§ Your assignment: Could you output the entire listing without altering anything?

§ Provided entries:
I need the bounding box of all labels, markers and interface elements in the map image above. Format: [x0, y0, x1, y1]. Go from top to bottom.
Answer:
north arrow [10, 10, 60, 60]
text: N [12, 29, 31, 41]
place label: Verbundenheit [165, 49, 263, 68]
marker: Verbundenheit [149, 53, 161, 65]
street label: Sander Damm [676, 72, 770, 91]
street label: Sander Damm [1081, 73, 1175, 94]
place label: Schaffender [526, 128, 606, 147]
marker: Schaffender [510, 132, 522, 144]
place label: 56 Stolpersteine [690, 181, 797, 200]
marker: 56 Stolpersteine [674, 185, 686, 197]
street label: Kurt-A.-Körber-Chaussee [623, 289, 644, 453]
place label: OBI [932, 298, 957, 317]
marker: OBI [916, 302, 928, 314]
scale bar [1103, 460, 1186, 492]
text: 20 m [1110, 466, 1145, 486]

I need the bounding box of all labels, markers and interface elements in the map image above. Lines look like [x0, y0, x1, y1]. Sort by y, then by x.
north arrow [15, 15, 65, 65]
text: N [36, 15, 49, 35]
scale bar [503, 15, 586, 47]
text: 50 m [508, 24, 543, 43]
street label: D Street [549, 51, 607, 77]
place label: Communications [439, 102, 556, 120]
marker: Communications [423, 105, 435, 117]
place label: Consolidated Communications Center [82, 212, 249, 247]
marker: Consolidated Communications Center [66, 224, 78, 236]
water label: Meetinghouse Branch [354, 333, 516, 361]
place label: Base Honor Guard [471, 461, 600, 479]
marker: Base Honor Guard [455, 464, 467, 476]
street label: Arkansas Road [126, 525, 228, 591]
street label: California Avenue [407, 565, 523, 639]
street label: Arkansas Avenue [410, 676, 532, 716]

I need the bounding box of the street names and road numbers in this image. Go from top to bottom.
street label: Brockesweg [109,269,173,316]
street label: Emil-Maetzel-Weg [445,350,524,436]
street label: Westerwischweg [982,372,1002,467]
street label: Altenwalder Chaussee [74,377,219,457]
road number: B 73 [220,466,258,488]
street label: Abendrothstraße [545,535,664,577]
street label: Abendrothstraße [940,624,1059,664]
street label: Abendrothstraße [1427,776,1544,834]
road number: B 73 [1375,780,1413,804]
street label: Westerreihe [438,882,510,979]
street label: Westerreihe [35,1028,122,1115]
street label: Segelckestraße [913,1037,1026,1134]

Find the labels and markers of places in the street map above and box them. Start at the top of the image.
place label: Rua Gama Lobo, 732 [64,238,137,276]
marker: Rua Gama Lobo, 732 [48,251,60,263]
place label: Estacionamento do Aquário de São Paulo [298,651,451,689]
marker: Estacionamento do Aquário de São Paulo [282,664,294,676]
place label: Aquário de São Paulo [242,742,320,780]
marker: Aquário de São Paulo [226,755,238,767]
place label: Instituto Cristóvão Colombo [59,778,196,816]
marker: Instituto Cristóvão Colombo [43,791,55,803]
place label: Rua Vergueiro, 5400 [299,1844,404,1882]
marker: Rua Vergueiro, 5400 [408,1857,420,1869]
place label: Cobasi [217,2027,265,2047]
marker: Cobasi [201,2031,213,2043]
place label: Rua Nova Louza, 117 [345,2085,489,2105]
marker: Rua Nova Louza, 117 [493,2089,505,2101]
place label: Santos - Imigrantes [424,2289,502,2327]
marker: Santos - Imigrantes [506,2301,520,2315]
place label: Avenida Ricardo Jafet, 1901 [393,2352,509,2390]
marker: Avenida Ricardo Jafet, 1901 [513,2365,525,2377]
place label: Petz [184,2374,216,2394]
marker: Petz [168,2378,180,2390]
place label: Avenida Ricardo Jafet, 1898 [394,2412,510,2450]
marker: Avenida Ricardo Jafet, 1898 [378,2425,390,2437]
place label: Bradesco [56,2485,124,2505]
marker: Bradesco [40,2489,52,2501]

§ Exercise result:
I need the bounding box of all labels, markers and interface elements in the map image above. Format: [x0, y0, x1, y1]. Go from top to bottom.
Answer:
north arrow [10, 10, 60, 60]
text: N [12, 29, 31, 41]
place label: Verbundenheit [165, 49, 263, 68]
marker: Verbundenheit [149, 53, 161, 65]
street label: Sander Damm [676, 72, 770, 91]
street label: Sander Damm [1081, 73, 1175, 94]
place label: Schaffender [526, 128, 606, 147]
marker: Schaffender [510, 132, 522, 144]
place label: 56 Stolpersteine [690, 181, 797, 200]
marker: 56 Stolpersteine [674, 185, 686, 197]
street label: Kurt-A.-Körber-Chaussee [623, 289, 644, 453]
place label: OBI [932, 298, 957, 317]
marker: OBI [916, 302, 928, 314]
scale bar [1103, 460, 1186, 492]
text: 20 m [1110, 466, 1145, 486]

I need the bounding box of all labels, markers and interface elements in the map image above. Lines look like [x0, y0, x1, y1]. Sort by y, then by x.
north arrow [15, 15, 65, 65]
text: N [36, 15, 49, 35]
scale bar [503, 15, 586, 47]
text: 50 m [508, 24, 543, 43]
street label: D Street [549, 51, 607, 77]
place label: Communications [439, 102, 556, 120]
marker: Communications [423, 105, 435, 117]
place label: Consolidated Communications Center [82, 212, 249, 247]
marker: Consolidated Communications Center [66, 224, 78, 236]
water label: Meetinghouse Branch [354, 333, 516, 361]
place label: Base Honor Guard [471, 461, 600, 479]
marker: Base Honor Guard [455, 464, 467, 476]
street label: Arkansas Road [126, 525, 228, 591]
street label: California Avenue [407, 565, 523, 639]
street label: Arkansas Avenue [410, 676, 532, 716]

I need the bounding box of the street names and road numbers in this image. Go from top to bottom.
street label: Brockesweg [109,269,173,316]
street label: Emil-Maetzel-Weg [445,350,524,436]
street label: Westerwischweg [982,372,1002,467]
street label: Altenwalder Chaussee [74,377,219,457]
road number: B 73 [220,466,258,488]
street label: Abendrothstraße [545,535,664,577]
street label: Abendrothstraße [940,624,1059,664]
street label: Abendrothstraße [1427,776,1544,834]
road number: B 73 [1375,780,1413,804]
street label: Westerreihe [438,882,510,979]
street label: Westerreihe [35,1028,122,1115]
street label: Segelckestraße [913,1037,1026,1134]

Find the labels and markers of places in the street map above and box them. Start at the top of the image.
place label: Rua Gama Lobo, 732 [64,238,137,276]
marker: Rua Gama Lobo, 732 [48,251,60,263]
place label: Estacionamento do Aquário de São Paulo [298,651,451,689]
marker: Estacionamento do Aquário de São Paulo [282,664,294,676]
place label: Aquário de São Paulo [242,742,320,780]
marker: Aquário de São Paulo [226,755,238,767]
place label: Instituto Cristóvão Colombo [59,778,196,816]
marker: Instituto Cristóvão Colombo [43,791,55,803]
place label: Rua Vergueiro, 5400 [299,1844,404,1882]
marker: Rua Vergueiro, 5400 [408,1857,420,1869]
place label: Cobasi [217,2027,265,2047]
marker: Cobasi [201,2031,213,2043]
place label: Rua Nova Louza, 117 [345,2085,489,2105]
marker: Rua Nova Louza, 117 [493,2089,505,2101]
place label: Santos - Imigrantes [424,2289,502,2327]
marker: Santos - Imigrantes [506,2301,520,2315]
place label: Avenida Ricardo Jafet, 1901 [393,2352,509,2390]
marker: Avenida Ricardo Jafet, 1901 [513,2365,525,2377]
place label: Petz [184,2374,216,2394]
marker: Petz [168,2378,180,2390]
place label: Avenida Ricardo Jafet, 1898 [394,2412,510,2450]
marker: Avenida Ricardo Jafet, 1898 [378,2425,390,2437]
place label: Bradesco [56,2485,124,2505]
marker: Bradesco [40,2489,52,2501]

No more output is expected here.